WHAT YOU SHOULD DO
The word "scale" marks the lines you need; copy each of them from the data.

(Recorded data)
_____
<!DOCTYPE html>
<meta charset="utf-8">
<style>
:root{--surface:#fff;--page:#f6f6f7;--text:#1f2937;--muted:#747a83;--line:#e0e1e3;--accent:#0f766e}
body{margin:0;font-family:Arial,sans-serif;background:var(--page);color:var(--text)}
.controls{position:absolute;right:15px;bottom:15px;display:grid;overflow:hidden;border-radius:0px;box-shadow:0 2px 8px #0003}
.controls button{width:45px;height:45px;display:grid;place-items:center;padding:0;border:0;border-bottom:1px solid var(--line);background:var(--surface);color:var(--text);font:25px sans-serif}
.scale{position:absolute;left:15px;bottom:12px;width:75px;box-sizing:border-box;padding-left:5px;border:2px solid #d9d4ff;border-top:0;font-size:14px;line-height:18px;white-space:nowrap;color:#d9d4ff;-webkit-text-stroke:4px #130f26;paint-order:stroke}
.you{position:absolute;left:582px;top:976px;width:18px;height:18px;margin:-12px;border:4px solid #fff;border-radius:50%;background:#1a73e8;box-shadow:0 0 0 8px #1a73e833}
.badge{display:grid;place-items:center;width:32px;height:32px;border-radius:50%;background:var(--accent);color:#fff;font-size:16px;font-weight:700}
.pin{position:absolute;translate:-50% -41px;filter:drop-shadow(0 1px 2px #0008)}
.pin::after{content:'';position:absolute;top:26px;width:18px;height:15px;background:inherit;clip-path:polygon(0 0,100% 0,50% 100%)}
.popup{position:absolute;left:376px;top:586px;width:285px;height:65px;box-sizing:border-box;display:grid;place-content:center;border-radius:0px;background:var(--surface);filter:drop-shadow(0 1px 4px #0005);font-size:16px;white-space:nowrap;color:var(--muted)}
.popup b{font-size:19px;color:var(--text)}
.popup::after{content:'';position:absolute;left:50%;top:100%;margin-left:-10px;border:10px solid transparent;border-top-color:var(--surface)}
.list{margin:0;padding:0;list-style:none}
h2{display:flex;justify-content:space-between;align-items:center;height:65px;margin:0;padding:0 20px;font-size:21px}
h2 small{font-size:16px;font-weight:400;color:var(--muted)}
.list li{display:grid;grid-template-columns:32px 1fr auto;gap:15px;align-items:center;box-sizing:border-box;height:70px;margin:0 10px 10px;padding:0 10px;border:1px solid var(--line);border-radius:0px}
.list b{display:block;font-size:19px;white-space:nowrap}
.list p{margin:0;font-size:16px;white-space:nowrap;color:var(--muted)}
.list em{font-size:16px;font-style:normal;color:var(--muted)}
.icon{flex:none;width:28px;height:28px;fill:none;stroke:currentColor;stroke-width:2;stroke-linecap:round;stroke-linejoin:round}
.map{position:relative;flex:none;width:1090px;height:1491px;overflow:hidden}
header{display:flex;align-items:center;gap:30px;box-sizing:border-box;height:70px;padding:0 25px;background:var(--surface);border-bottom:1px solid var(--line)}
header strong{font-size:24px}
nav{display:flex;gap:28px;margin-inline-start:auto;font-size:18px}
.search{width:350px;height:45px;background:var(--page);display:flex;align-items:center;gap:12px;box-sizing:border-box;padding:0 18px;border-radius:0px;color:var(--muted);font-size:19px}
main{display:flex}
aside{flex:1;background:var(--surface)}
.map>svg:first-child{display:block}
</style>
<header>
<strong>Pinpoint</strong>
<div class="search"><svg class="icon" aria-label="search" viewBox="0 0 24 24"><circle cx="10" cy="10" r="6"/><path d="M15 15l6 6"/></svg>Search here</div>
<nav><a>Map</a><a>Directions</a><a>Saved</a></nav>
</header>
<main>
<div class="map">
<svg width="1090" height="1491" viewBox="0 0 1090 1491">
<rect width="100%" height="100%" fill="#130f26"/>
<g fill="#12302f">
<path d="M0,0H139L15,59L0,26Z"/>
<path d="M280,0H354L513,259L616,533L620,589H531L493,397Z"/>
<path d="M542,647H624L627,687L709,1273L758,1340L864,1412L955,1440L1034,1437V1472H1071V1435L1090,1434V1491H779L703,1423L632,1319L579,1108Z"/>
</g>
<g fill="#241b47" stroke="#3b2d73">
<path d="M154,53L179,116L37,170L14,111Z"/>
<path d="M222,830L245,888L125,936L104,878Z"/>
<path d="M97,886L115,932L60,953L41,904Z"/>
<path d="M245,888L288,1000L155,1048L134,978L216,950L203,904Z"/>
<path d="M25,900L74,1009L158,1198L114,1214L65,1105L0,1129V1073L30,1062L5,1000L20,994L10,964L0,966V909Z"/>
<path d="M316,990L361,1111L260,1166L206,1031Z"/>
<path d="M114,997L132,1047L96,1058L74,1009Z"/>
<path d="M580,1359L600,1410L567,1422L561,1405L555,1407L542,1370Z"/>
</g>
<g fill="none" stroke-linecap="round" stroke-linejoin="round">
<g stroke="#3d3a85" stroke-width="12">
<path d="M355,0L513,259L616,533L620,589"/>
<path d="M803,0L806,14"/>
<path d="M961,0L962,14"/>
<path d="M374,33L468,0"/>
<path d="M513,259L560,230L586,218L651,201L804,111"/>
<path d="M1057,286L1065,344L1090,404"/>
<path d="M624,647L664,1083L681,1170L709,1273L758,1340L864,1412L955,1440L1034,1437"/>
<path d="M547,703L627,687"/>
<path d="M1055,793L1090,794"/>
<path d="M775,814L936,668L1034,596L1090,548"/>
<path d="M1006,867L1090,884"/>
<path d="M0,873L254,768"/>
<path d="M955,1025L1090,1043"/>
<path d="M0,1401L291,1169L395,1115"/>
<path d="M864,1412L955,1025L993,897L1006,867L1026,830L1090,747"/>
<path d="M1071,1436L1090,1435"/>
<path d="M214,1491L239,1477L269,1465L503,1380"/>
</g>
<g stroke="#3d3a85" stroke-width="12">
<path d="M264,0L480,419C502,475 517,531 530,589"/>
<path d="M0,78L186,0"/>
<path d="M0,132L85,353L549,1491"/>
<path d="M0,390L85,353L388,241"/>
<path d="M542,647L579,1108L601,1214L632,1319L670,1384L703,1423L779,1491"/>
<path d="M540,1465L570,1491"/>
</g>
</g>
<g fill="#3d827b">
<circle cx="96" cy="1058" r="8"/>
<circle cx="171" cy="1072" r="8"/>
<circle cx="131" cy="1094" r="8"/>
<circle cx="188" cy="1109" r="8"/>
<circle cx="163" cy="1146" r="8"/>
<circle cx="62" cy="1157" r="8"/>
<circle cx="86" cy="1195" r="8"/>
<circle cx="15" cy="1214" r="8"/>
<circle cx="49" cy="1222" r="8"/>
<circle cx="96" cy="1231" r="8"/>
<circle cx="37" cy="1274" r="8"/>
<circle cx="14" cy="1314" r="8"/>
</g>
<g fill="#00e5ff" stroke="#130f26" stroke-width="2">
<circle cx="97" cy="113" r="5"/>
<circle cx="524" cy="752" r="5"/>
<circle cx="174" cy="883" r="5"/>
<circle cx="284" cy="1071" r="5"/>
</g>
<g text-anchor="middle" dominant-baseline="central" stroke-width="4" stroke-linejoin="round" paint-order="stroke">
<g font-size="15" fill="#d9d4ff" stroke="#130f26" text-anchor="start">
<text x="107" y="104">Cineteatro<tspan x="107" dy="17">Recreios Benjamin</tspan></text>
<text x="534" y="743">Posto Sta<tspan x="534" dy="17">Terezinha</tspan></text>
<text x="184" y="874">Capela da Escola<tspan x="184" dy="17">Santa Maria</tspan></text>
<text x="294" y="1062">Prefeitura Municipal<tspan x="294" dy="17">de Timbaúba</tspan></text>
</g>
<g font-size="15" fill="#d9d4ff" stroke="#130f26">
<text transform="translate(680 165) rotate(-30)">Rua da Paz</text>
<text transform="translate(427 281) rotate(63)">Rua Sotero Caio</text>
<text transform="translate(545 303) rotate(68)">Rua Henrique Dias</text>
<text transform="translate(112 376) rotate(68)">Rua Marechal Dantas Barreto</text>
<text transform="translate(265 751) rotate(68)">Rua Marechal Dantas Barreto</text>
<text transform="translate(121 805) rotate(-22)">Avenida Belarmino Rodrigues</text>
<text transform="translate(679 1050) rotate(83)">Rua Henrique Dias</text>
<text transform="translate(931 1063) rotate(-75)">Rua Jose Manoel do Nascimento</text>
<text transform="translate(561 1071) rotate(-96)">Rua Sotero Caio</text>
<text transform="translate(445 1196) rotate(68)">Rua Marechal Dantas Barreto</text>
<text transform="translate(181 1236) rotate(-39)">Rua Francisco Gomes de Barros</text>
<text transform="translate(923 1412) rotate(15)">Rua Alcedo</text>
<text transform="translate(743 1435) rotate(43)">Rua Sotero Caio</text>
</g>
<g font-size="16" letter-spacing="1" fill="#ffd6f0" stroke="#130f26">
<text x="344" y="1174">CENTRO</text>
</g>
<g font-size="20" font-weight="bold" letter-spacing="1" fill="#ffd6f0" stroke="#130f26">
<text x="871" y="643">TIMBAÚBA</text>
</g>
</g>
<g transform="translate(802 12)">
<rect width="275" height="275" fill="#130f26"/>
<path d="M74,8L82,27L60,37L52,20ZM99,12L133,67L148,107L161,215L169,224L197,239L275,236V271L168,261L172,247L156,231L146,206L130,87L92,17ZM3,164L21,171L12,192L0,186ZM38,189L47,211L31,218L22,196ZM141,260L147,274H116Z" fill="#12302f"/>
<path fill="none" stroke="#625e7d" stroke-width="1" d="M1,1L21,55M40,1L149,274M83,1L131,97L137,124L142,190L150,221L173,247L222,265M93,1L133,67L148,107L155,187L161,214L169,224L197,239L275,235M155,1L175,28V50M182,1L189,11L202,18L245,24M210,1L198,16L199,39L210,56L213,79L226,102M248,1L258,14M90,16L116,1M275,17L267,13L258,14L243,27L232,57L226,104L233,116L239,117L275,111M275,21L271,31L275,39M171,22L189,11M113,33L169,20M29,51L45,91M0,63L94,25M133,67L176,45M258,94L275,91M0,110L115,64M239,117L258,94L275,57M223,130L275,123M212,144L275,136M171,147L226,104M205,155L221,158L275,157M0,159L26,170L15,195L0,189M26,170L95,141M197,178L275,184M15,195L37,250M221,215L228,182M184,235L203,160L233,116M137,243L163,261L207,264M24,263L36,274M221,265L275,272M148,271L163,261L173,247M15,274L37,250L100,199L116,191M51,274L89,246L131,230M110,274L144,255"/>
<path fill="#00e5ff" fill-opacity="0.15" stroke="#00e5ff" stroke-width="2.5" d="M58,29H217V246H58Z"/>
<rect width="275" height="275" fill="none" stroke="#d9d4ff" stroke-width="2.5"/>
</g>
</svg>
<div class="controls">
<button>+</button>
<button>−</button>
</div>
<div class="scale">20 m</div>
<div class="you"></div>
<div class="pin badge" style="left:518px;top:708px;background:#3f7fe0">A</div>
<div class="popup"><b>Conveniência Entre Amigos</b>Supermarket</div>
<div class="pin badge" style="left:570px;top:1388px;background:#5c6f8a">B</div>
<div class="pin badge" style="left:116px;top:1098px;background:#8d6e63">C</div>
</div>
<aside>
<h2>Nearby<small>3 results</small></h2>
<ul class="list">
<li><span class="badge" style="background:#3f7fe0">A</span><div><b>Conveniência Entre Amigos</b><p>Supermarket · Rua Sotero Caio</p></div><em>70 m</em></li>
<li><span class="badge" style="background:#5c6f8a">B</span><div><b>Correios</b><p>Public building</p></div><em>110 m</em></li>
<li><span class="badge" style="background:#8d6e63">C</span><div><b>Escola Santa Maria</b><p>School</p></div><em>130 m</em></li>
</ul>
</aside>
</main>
_____
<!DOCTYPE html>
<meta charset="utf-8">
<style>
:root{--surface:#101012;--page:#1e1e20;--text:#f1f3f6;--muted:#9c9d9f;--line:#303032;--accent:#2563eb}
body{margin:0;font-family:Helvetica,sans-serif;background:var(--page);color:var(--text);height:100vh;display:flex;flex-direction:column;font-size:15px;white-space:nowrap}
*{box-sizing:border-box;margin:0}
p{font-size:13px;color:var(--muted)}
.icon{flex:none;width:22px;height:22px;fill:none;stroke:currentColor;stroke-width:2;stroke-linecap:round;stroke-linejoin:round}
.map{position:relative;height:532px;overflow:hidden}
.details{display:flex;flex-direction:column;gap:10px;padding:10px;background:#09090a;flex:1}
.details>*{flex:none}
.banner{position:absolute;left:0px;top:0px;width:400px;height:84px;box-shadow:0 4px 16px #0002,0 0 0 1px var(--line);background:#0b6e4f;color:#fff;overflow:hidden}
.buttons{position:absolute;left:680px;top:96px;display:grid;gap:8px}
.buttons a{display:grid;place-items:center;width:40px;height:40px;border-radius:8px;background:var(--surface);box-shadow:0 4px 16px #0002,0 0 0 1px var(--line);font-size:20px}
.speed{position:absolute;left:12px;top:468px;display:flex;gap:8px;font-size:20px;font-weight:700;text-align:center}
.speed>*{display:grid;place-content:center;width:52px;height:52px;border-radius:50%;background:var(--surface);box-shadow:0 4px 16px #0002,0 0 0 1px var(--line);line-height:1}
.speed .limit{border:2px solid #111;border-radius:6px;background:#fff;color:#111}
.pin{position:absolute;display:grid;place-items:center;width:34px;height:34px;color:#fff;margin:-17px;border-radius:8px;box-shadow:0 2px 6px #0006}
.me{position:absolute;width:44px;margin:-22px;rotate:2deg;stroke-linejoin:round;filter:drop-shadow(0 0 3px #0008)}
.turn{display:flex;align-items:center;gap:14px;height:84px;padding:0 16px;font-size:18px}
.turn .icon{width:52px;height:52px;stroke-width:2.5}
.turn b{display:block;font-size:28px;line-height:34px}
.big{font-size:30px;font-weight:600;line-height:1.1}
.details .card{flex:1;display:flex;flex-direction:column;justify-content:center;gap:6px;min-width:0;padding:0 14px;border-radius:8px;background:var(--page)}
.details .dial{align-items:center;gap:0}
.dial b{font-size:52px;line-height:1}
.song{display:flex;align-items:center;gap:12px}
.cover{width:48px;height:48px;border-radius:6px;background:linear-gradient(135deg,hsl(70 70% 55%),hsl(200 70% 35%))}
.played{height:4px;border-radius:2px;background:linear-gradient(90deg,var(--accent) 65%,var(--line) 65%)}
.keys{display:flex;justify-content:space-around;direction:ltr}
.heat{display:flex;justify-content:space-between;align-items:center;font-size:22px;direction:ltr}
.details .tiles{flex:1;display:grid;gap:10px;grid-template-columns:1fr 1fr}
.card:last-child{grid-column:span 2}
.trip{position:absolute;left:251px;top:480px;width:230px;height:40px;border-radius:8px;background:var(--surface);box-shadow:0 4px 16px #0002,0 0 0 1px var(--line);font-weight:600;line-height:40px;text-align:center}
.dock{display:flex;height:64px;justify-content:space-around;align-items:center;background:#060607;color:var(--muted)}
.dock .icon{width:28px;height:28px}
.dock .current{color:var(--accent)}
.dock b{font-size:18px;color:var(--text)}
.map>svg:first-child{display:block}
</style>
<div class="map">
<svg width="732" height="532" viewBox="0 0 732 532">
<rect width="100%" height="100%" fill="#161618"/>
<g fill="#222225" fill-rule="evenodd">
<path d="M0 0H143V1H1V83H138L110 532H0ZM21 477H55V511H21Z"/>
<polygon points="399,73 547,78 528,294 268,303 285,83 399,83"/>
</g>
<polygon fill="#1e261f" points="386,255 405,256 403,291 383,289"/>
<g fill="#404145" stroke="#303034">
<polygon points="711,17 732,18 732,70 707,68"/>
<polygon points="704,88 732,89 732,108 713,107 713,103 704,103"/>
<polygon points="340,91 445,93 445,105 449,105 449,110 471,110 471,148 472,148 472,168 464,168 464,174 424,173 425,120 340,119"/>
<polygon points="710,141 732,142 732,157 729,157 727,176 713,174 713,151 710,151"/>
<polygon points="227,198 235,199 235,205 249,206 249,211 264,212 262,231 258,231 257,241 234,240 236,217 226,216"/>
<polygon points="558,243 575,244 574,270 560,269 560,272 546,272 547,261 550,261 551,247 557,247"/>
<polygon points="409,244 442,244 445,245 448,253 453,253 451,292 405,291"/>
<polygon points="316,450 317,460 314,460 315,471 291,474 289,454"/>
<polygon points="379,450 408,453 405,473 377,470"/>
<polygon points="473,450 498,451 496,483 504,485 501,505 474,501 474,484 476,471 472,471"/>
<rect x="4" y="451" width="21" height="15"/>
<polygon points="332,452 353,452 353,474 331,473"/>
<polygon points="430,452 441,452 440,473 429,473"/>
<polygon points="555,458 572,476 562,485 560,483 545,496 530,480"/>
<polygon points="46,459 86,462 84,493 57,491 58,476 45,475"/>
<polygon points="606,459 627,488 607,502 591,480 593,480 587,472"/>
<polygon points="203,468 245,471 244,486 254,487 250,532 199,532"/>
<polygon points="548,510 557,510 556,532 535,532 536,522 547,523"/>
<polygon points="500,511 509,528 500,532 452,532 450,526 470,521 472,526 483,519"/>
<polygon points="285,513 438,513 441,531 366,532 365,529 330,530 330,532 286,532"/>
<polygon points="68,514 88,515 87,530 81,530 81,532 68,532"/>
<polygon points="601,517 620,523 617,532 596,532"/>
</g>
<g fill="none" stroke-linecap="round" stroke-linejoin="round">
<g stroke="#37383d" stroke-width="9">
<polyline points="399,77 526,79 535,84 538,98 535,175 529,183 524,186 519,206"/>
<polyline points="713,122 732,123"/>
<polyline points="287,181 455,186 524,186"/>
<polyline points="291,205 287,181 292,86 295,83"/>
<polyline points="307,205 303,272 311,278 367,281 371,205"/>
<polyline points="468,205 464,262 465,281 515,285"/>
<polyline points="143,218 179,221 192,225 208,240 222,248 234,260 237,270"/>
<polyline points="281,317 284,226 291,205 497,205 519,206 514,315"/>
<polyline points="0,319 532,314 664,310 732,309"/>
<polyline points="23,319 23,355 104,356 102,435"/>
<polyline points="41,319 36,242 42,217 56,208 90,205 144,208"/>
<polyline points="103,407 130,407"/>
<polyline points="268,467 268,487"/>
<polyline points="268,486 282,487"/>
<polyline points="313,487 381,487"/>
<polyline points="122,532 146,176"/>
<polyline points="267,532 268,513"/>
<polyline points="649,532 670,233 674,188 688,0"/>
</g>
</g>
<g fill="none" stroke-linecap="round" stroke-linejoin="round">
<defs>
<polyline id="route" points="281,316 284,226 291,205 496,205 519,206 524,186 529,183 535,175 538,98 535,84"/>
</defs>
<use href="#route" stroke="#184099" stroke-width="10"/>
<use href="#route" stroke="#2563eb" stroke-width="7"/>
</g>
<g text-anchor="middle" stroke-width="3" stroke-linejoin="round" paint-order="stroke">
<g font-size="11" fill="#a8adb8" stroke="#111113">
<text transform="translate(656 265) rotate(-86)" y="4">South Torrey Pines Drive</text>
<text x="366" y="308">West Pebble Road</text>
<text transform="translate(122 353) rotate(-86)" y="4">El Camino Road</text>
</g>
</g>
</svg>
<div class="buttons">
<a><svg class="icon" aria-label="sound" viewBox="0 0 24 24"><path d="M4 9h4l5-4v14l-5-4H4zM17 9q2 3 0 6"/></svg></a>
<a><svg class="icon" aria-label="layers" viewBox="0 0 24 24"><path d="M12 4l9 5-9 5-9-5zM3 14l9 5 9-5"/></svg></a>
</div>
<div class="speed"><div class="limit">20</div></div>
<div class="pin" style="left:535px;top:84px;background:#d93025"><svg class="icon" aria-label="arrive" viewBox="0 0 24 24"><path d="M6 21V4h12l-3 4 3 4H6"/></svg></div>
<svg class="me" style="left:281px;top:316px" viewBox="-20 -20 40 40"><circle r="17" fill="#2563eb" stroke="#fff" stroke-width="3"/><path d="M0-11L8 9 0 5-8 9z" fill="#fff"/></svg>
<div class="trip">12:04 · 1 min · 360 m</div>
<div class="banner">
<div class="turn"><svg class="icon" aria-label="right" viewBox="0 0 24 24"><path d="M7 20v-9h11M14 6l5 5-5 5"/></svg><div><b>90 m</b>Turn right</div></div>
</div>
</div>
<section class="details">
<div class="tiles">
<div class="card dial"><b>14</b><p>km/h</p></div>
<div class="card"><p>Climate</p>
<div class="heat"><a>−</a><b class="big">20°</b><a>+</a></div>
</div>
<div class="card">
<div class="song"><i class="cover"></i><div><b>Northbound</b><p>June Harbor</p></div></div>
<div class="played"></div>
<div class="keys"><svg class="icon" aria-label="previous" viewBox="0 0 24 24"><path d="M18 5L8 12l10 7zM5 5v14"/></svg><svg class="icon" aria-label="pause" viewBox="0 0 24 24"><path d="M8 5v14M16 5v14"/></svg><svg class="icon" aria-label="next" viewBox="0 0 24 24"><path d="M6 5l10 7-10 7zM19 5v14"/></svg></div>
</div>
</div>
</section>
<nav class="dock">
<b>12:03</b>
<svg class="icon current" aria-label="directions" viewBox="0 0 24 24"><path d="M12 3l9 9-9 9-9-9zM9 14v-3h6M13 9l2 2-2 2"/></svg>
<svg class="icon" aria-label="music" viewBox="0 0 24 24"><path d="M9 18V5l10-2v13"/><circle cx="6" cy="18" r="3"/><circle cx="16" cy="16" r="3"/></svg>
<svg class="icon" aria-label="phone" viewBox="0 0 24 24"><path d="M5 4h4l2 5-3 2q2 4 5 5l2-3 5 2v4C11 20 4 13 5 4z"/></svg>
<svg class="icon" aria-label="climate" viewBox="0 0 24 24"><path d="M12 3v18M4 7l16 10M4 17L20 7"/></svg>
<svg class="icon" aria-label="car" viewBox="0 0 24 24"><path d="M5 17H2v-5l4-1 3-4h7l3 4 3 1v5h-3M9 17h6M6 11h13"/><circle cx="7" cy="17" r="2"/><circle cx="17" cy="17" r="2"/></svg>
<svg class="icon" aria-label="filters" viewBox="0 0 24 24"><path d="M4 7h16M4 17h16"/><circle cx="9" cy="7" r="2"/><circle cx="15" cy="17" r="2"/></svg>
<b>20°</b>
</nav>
_____
FINISHED EXERCISE
.scale{position:absolute;left:15px;bottom:12px;width:75px;box-sizing:border-box;padding-left:5px;border:2px solid #d9d4ff;border-top:0;font-size:14px;line-height:18px;white-space:nowrap;color:#d9d4ff;-webkit-text-stroke:4px #130f26;paint-order:stroke}
<div class="scale">20 m</div>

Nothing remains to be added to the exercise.